● **What you should do**: Retype the entries exactly; omit all pictures.
——————
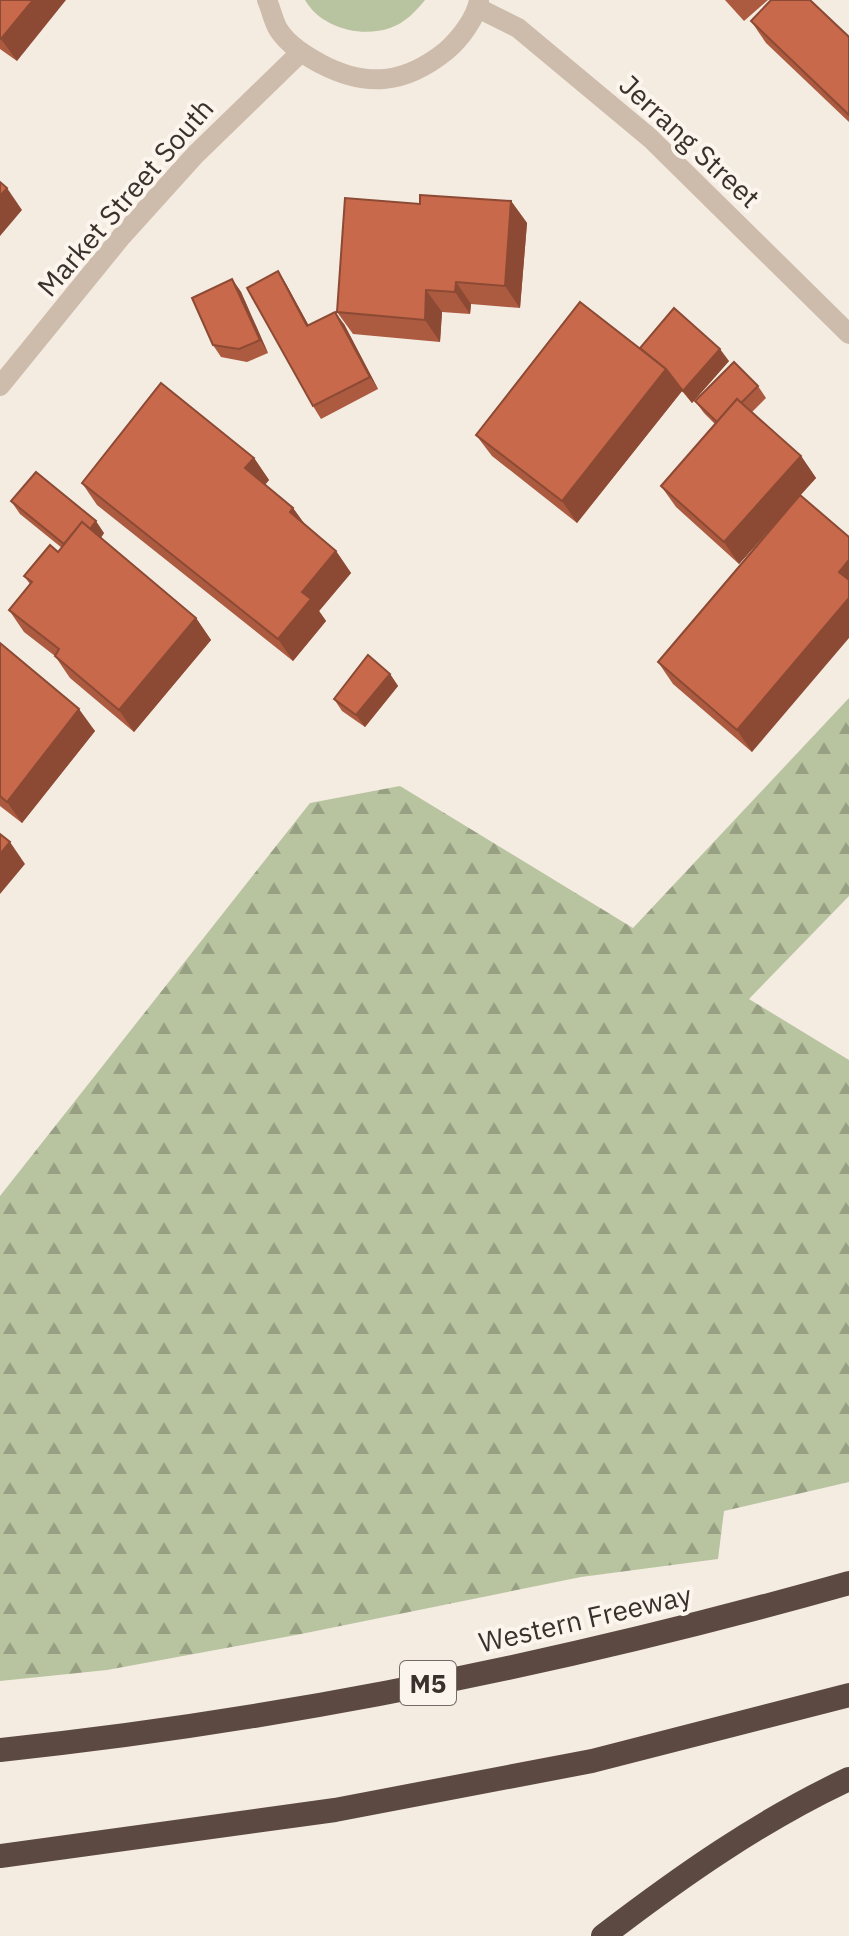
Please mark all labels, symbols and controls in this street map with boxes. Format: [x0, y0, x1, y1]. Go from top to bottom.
street label: Jerrang Street [612, 66, 768, 216]
street label: Market Street South [29, 90, 221, 304]
street label: Western Freeway [475, 1576, 695, 1660]
road number: M5 [400, 1661, 456, 1705]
——————
● **Answer to the exercise**:
Please mark all labels, symbols and controls in this street map with boxes. Format: [x0, y0, x1, y1]. Go from top to bottom.
street label: Jerrang Street [612, 66, 768, 216]
street label: Market Street South [29, 90, 221, 304]
street label: Western Freeway [475, 1576, 695, 1660]
road number: M5 [400, 1661, 456, 1705]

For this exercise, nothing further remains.